TREME: Sunday 9PM on HBO
You don’t need big ratings to be considered a success on HBO (just ask Lena Dunham), but generating buzz is essential. That’s something TREME never did, despite a small hard core of enthusiastic fans that can sometimes drive that kind of attention. Perhaps it was the downbeat setting of New Orleans immediately following the devastation of Hurricane Katrina, or the extremely ethnic cast, or the fact that most of its characters were middle-or-lower class and middle-aged, rather than young and trendy, or the show’s multiplicity of casually related storylines, or just the fact that it could never compare to series co-creator (with Eric Overmyer) David Simon’s legendary The Wire (itself more a phenomenon of buzz than high ratings when it first aired). In any case, given its low visibility Treme is lucky it’s even survived to a truncated 5-episode final Season 4, a gift from HBO its die-hard fans and to Simon, who helped put the network on the zeitgeist map.

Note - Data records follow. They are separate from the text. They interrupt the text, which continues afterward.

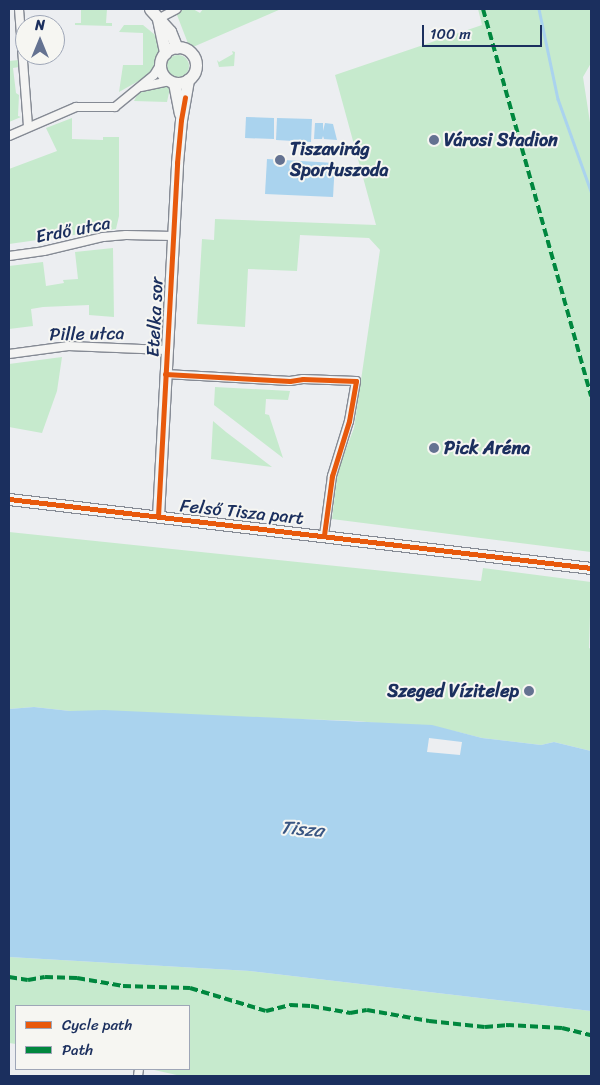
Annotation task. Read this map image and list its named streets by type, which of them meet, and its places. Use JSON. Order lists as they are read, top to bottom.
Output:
{
  "streets": {
    "street": [
      "Erdő utca",
      "Etelka sor",
      "Pille utca",
      "Felső Tisza part"
    ]
  },
  "crossings": [
    ["Erdő utca", "Etelka sor"],
    ["Etelka sor", "Pille utca"],
    ["Etelka sor", "Felső Tisza part"]
  ],
  "water": ["Tisza"],
  "places": [
    "Városi Stadion",
    "Tiszavirág Sportuszoda",
    "Pick Aréna",
    "Szeged Vízitelep"
  ],
  "legend": ["Cycle path", "Path"],
  "scale_bar": "100 m",
  "north": "top"
}
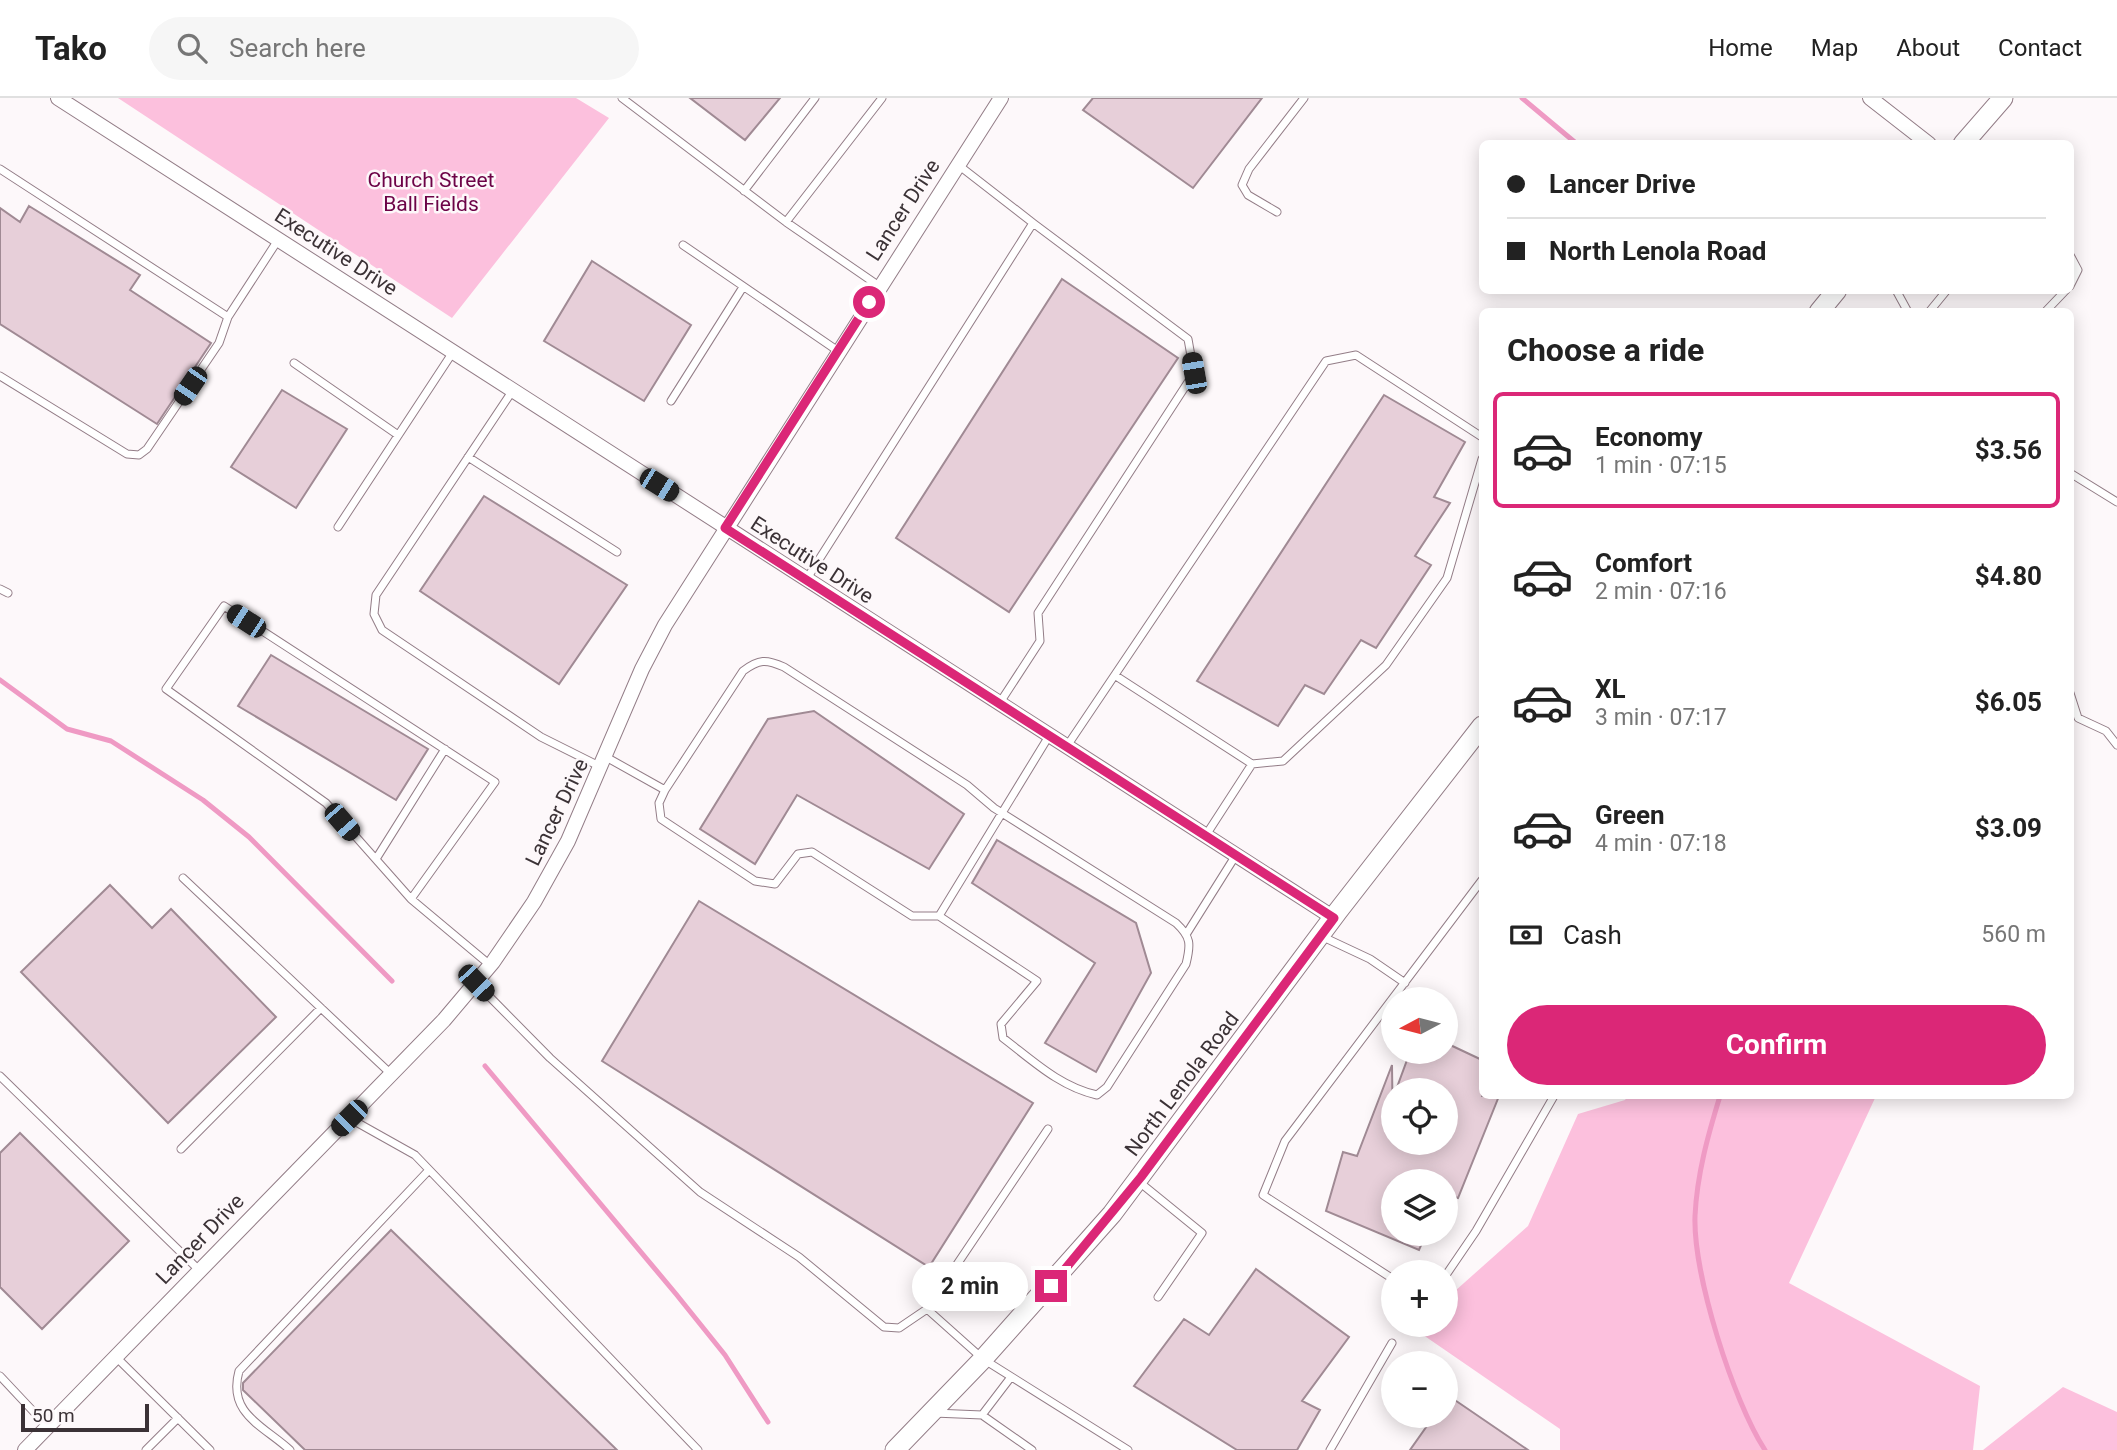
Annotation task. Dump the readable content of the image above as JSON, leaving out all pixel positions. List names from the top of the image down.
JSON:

Having just 5 hours left to wrap everything up hasn’t changed Treme‘s unhurried approach to storytelling, powered as often by music and mood as by plot. The season premiere, written by Simon, Overmyer and Executive Producer (not to mention esteemed novelist) George Pelecanos, picked up with Election Night 2008, a moment of unaccustomed optimism for the series regulars and for New Orleans in general. By the time the opening credits were over, it was clear that this excitement aside, only a few things had changed since we last saw our characters–LaDonna (Khandi Alexander), preparing to open her new bar, is officially a couple with Albert Lambreaux (Clarke Peters), whose cancer is in remission; chef Janette (Kim Dickens), having survived her awful experience with a corporate-funded restaurant, is about to try again on her own; pariah cop Terry Colson (David Morse) is sharing crusading lawyer Toni Bernette’s (Melissa Leo) home; hustling entrepreneur Nelson Hidalgo (Jon Seda) is suddenly scrambling after heavy losses in the stock market. Mostly, though, their lives move forward incrementally. Gradually, when he wasn’t even looking, Antoine Batiste (Wendell Pierce) has become more a teacher (and as he ruefully notes, a father figure) than a working musician, while violinist Annie (Lucia Micarelli) is nearing the point where she’ll have to decide whether authenticity or wider success is her goal. Or, in the case of Davis (Steve Zahn), the show’s pothead conscience, there’s no change at all: he’s still reluctantly working at the radio station, still barely making ends meet with his own musical gigs, still the best of friends with his exes but unable to make a relationship work, and still madly, wildly happy when he hears the next great new piece of music.
For Treme, as for Davis, authenticity isn’t a question, but a manifesto (naysayers would say stridently so). If the thread introduced in the season premiere is picked up–never a certainty with Treme–and Davis becomes friendly with Hidalgo, a man passionate only about his own success, that will be a fascinating mix of mind-sets. Treme exists in equal parts elation and despair at the great city it depicts and what has befallen it. Its cameras are always open to the real-life musical greats who are willing to perform before them (in sequences mostly recorded live, a tricky maneuver carried out expertly by its directors, in tonight’s case Anthony Hemingway), but it’s also ever-mindful of the official corruption, incompetence, misconduct and worse that beset its residents. For some of us, spending an hour watching the show’s glorious ensemble of actors interplay with that music and those deeply-felt stories is pure pleasure, but we’re in a niche that was never large enough. The month of December, though, is rich with the promise of Treme‘s final bow.